-- DATA LISTING follows --

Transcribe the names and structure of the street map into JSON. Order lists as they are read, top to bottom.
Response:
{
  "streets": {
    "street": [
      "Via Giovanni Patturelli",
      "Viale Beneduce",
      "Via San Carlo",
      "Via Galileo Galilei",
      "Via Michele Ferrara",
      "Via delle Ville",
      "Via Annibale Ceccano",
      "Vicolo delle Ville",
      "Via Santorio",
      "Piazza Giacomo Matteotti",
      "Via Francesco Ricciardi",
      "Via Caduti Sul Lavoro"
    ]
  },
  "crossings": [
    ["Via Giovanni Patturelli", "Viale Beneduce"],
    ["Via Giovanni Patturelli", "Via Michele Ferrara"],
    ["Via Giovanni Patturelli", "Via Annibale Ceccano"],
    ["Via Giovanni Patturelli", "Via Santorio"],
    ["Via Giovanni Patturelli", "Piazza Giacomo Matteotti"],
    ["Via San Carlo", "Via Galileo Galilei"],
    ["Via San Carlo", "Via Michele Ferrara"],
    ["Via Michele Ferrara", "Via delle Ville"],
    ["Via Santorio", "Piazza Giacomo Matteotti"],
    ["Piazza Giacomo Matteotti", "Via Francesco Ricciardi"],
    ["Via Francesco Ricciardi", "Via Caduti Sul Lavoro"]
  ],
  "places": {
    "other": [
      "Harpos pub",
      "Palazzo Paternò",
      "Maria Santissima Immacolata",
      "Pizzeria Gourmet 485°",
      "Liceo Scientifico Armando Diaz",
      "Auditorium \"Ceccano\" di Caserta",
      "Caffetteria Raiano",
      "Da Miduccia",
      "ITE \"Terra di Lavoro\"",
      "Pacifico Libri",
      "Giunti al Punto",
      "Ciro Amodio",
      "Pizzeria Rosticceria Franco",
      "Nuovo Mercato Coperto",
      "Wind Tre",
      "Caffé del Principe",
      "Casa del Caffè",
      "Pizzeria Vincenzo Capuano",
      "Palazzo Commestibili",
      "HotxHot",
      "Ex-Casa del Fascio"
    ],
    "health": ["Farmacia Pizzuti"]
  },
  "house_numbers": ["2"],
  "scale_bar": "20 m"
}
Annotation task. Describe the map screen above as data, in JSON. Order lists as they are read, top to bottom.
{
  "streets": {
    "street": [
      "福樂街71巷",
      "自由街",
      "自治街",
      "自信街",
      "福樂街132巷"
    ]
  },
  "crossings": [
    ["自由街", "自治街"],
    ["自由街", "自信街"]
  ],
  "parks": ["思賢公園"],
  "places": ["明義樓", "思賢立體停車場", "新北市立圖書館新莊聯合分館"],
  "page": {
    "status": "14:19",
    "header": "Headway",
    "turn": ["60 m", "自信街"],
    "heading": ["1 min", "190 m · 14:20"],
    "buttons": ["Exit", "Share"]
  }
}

-- DATA LISTING concluded --

What is the number of lines in the listing above that hold "Giovanni"? Respond with that number and nothing else.

6